Bethlehem Steel F.C.
- Stadium: Bethlehem Steel Athletic Field
- American Soccer League: Runners-up
- National Challenge Cup: Fourth Round; Eastern Division New York, New Jersey, Eastern Pennsylvania and Connecticut District
- American Cup: Second Round
- Top goalscorer: Daniel McNiven (28)
- Biggest win: 5 goals 6-1 vs.
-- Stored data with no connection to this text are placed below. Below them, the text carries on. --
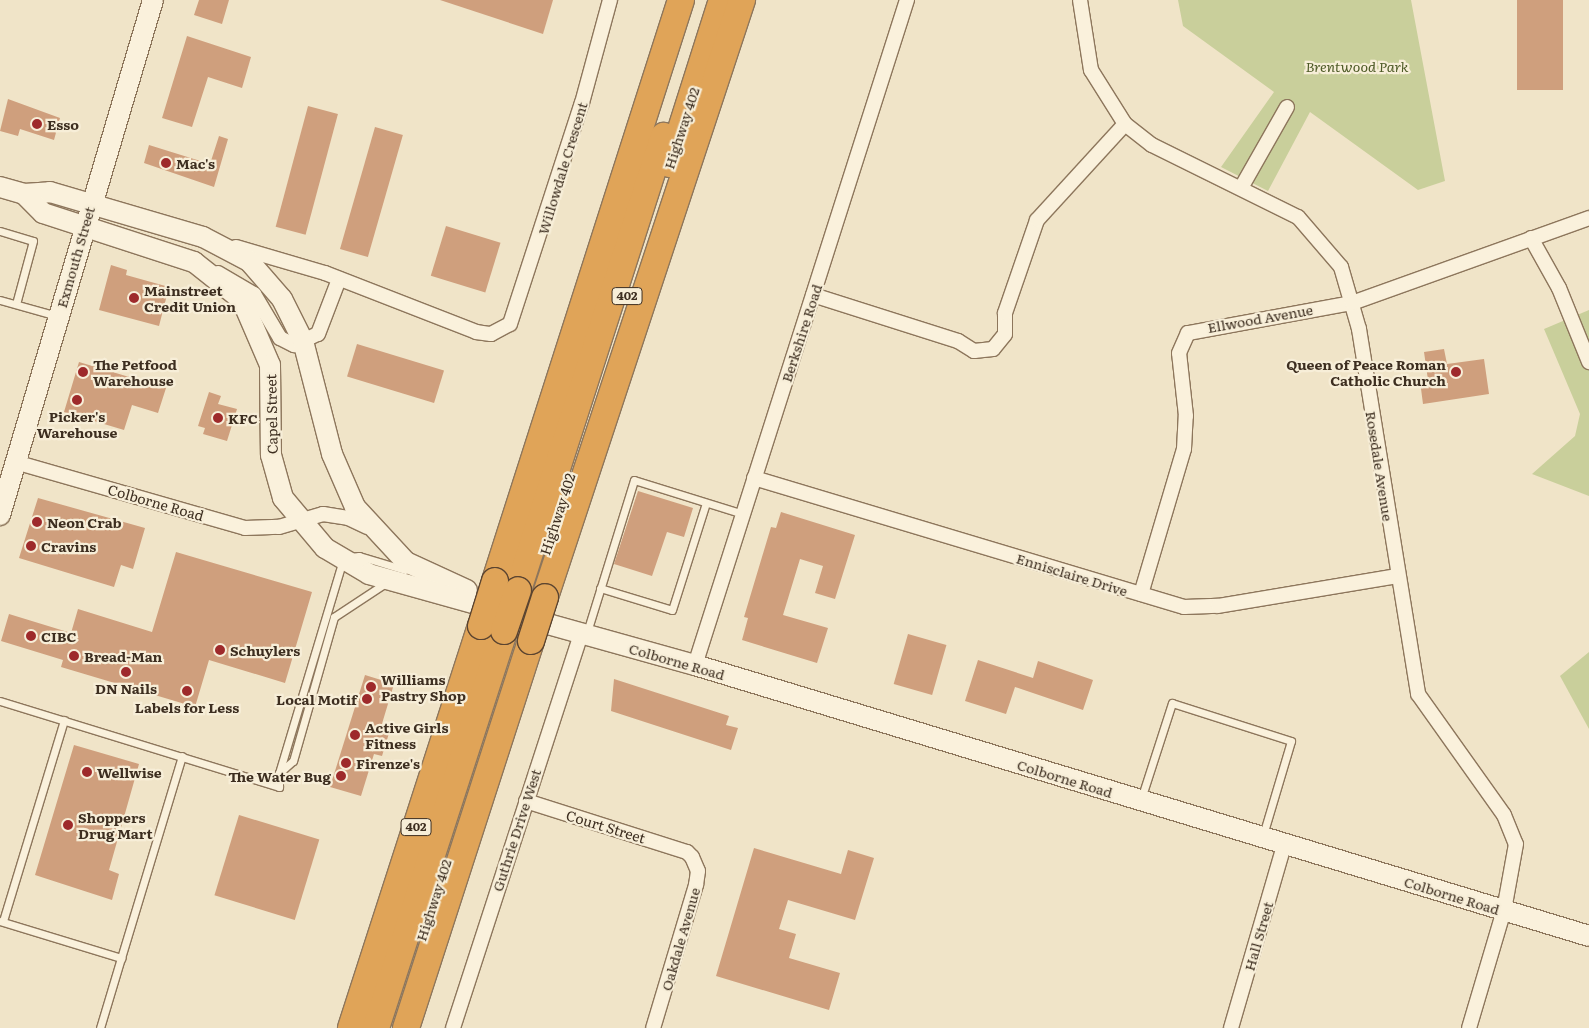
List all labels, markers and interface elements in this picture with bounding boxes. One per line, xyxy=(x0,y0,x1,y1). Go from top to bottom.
park label: Brentwood Park xyxy=(1306,58,1408,74)
street label: Highway 402 xyxy=(660,85,702,171)
street label: Willowdale Crescent xyxy=(534,100,590,236)
place label: Esso xyxy=(47,116,79,132)
marker: Esso xyxy=(31,118,43,130)
place label: Mac's xyxy=(176,155,215,171)
marker: Mac's xyxy=(160,157,172,169)
street label: Exmouth Street xyxy=(52,204,98,310)
place label: Mainstreet Credit Union xyxy=(144,282,236,314)
street label: Berkshire Road xyxy=(777,282,825,384)
road number: 402 xyxy=(611,286,643,306)
marker: Mainstreet Credit Union xyxy=(128,292,140,304)
street label: Ellwood Avenue xyxy=(1206,300,1314,336)
place label: The Petfood Warehouse xyxy=(93,356,177,388)
place label: Queen of Peace Roman Catholic Church xyxy=(1286,356,1446,388)
marker: The Petfood Warehouse xyxy=(77,366,89,378)
marker: Queen of Peace Roman Catholic Church xyxy=(1450,366,1462,378)
street label: Capel Street xyxy=(262,374,280,454)
marker: Picker's Warehouse xyxy=(71,394,83,406)
place label: Picker's Warehouse xyxy=(37,408,117,441)
place label: KFC xyxy=(228,410,258,426)
street label: Rosedale Avenue xyxy=(1363,410,1397,522)
marker: KFC xyxy=(212,412,224,424)
street label: Highway 402 xyxy=(536,471,578,557)
street label: Colborne Road xyxy=(106,480,206,524)
place label: Neon Crab xyxy=(47,514,122,530)
marker: Neon Crab xyxy=(31,516,43,528)
place label: Cravins xyxy=(41,538,96,554)
marker: Cravins xyxy=(25,540,37,552)
street label: Ennisclaire Drive xyxy=(1014,549,1130,599)
place label: CIBC xyxy=(41,628,76,644)
marker: CIBC xyxy=(25,630,37,642)
street label: Colborne Road xyxy=(627,639,727,683)
place label: Schuylers xyxy=(230,642,300,658)
marker: Schuylers xyxy=(214,644,226,656)
place label: Bread-Man xyxy=(84,648,162,664)
marker: Bread-Man xyxy=(68,650,80,662)
marker: DN Nails xyxy=(120,666,132,678)
place label: Williams Pastry Shop xyxy=(381,671,466,704)
place label: DN Nails xyxy=(95,680,157,696)
marker: Williams Pastry Shop xyxy=(365,681,377,693)
marker: Labels for Less xyxy=(181,685,193,697)
place label: Local Motif xyxy=(276,691,357,707)
marker: Local Motif xyxy=(361,693,373,705)
place label: Labels for Less xyxy=(135,699,239,715)
place label: Active Girls Fitness xyxy=(365,719,448,752)
marker: Active Girls Fitness xyxy=(349,729,361,741)
place label: Firenze's xyxy=(356,755,420,771)
street label: Colborne Road xyxy=(1015,756,1115,800)
marker: Firenze's xyxy=(340,757,352,769)
place label: Wellwise xyxy=(97,764,162,780)
marker: Wellwise xyxy=(81,766,93,778)
street label: Guthrie Drive West xyxy=(488,767,544,893)
place label: The Water Bug xyxy=(228,768,331,784)
marker: The Water Bug xyxy=(335,770,347,782)
street label: Court Street xyxy=(564,806,648,846)
place label: Shoppers Drug Mart xyxy=(78,809,153,842)
road number: 402 xyxy=(400,818,432,836)
marker: Shoppers Drug Mart xyxy=(62,819,74,831)
street label: Highway 402 xyxy=(412,857,454,943)
street label: Colborne Road xyxy=(1402,873,1502,917)
street label: Oakdale Avenue xyxy=(657,886,703,992)
street label: Hall Street xyxy=(1240,899,1276,973)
Fall River F.C. (31 March 1923) 5-0 vs. Philadelphia F.C. (21 April 1923)
- Biggest defeat: 3 goals 1-4 at New York S.C. (24 December 1922)
- ← 1921-221923-24 →

= 1922–23 Bethlehem Steel F.C. season =

The 1922–23 Bethlehem Steel F.C. season was the second season for the club in the American Soccer League but its first season in Bethlehem after playing the previous season as Philadelphia F.C. Following the 1921-22 season, the Philadelphia club was transferred "back" to Bethlehem and a new team was organized in Philadelphia to take its place. The club finished the season in 2nd place.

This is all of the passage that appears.